TTT is one who speaks well. And just as well really, because there are cracks that need covering. Chelsea’s fightback at the Bernabeu was ballsy but their defending at the Bridge was dismal and their attack in the biggest games this season has been blunt, scoring only three in five against the two runaway leaders. And while lagging so far behind such super-specimens as Liverpool and Manchester City can be deemed excusable, the oft-touted line about their ludicrous exploits meaning that what used to be perfectly viable points tallies are now consigned to mediocrity simply doesn’t hold here. With this number of points at this stage of the past 20 seasons, Chelsea would only be top of the table in one of them: 2014/15, when they won it anyway, with a higher tally at this juncture. In nine of those seasons, they would be third. Fourth, back in the anarchic, everyone-beating-everyone wastes of 2001/02.

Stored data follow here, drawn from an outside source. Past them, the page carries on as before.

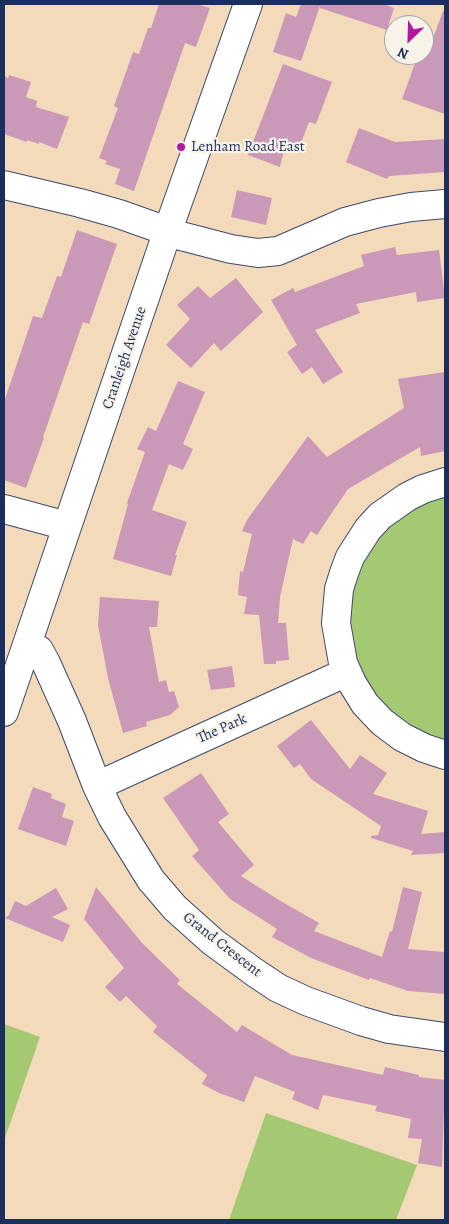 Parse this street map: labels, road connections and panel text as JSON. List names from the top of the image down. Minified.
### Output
{"streets":{"street":["Cranleigh Avenue","The Park","Grand Crescent"]},"crossings":[["Cranleigh Avenue","Grand Crescent"],["The Park","Grand Crescent"]],"places":["Lenham Road East"],"north":"bottom left"} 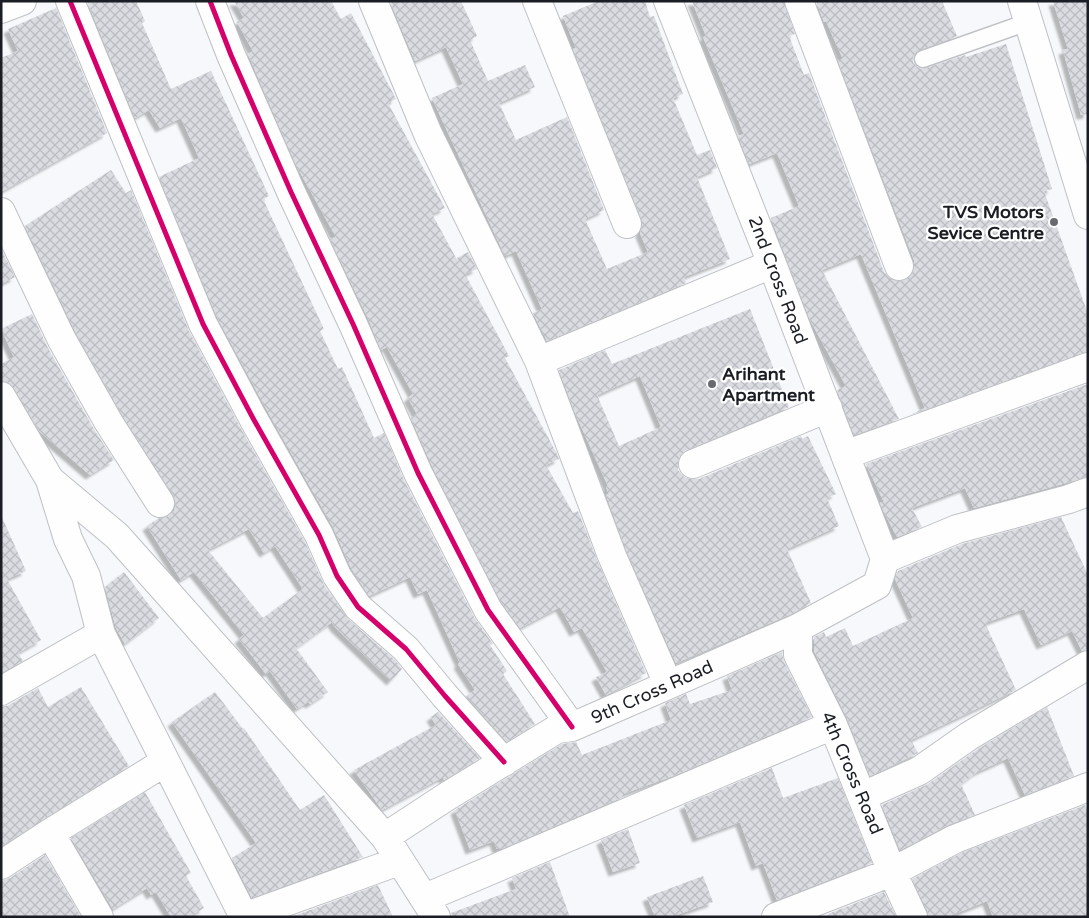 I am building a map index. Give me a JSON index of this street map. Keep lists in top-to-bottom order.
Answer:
{
  "streets": {
    "street": ["2nd Cross Road", "9th Cross Road", "4th Cross Road"]
  },
  "crossings": [
    ["2nd Cross Road", "9th Cross Road"],
    ["9th Cross Road", "4th Cross Road"]
  ],
  "places": ["TVS Motors Sevice Centre", "Arihant Apartment"]
} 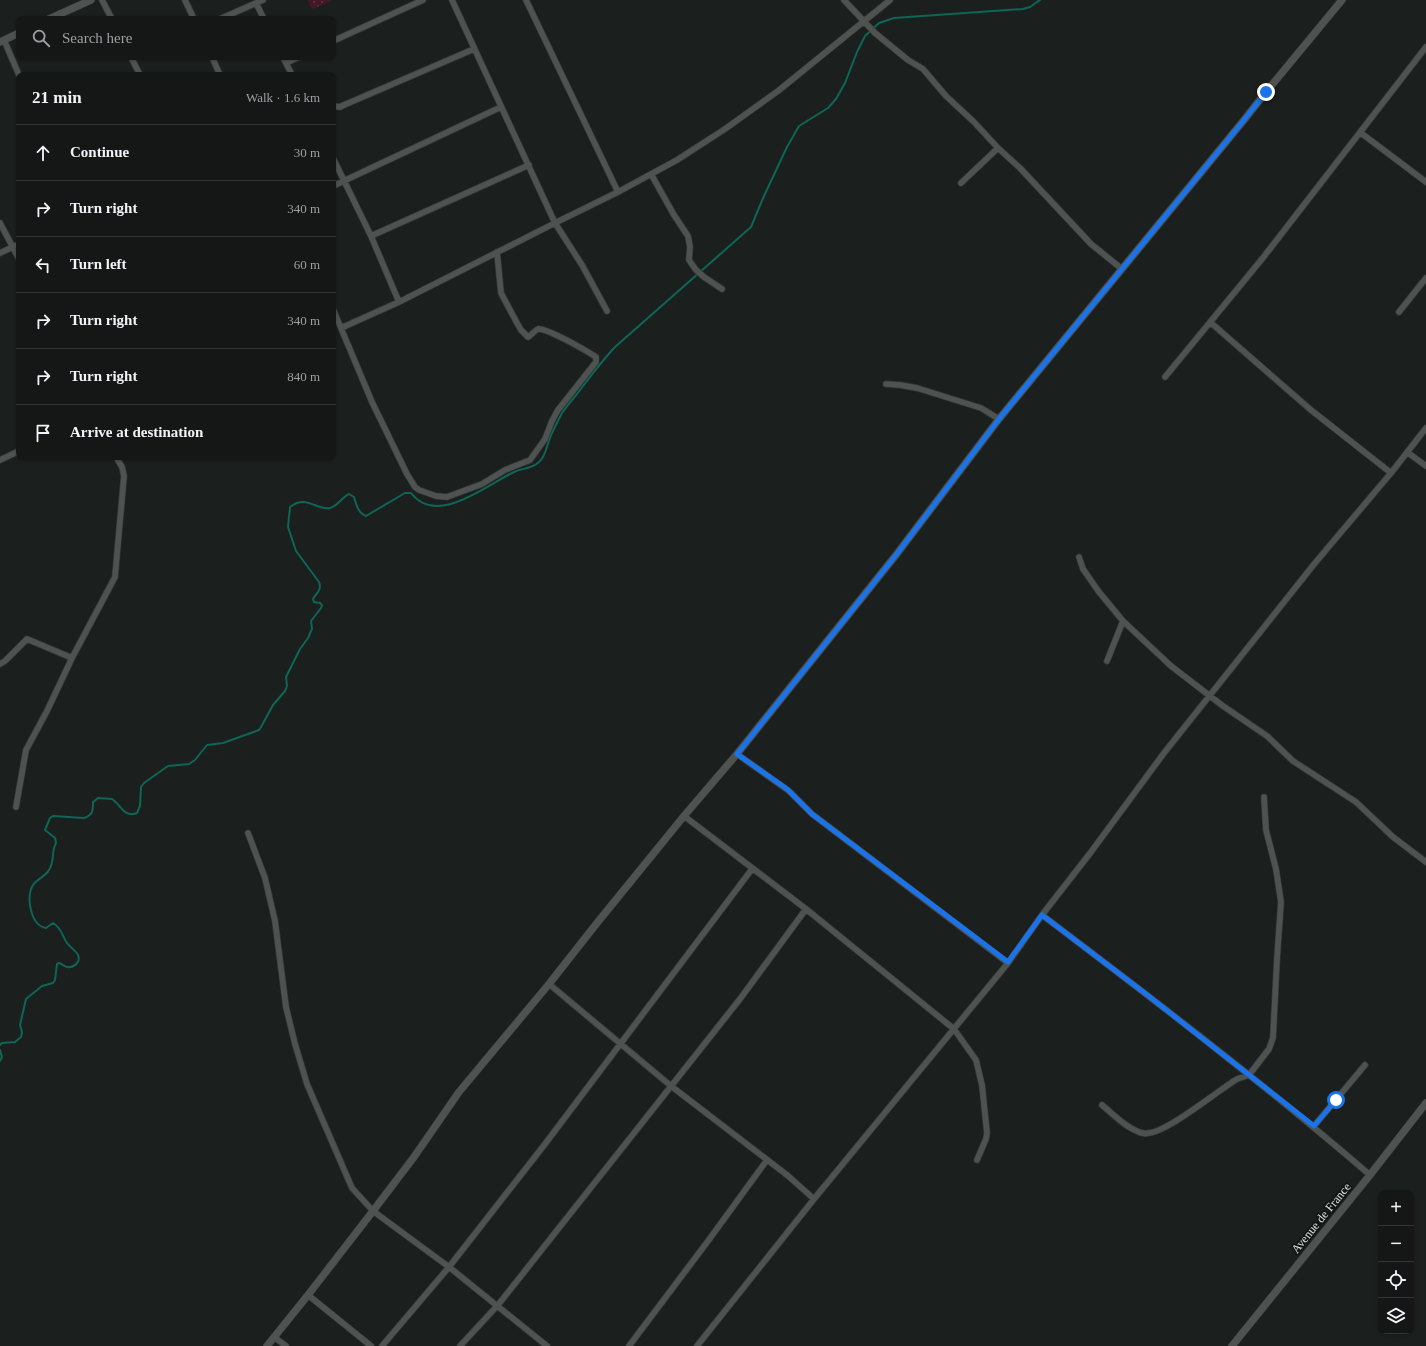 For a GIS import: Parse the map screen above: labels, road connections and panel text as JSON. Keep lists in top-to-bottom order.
{
  "streets": {
    "street": ["Avenue de France"]
  },
  "page": {
    "search": "Search here",
    "heading": ["21 min", "Walk · 1.6 km"],
    "list": [
      ["Continue", "30 m"],
      ["Turn right", "340 m"],
      ["Turn left", "60 m"],
      ["Turn right", "340 m"],
      ["Turn right", "840 m"],
      "Arrive at destination"
    ],
    "map_buttons": ["+", "−"]
  }
}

With the current uncertainty over the ownership situation, it is impossible to tell what success and failure look like for Chelsea. Every boardroom’s barometer reads different, and there is no guarantee that Boehly, Broughton or whoever might step into Abramovich’s moccasins will hold such ruthlessly high standards. Yet when this season’’ returns are allied to a wage bill that eclipses both Manchester City and Liverpool, with a far more expensive squad than the latter, and the failure to integrate the supposed ‘missing piece’ in Romelu Lukakau, things begin to look just a little middling for T-cubed. Fine, I guess, essentially.
Perhaps this is simply where he, and they, are: a very good side with a very good manager, a force in the cups and occasionally unplayable, but consigned to the old Arsenal role of Champions League perennials for as long as Pep and Klopp are kicking around at the pinnacle. Unless things change next term, we will soon find out if this is enough.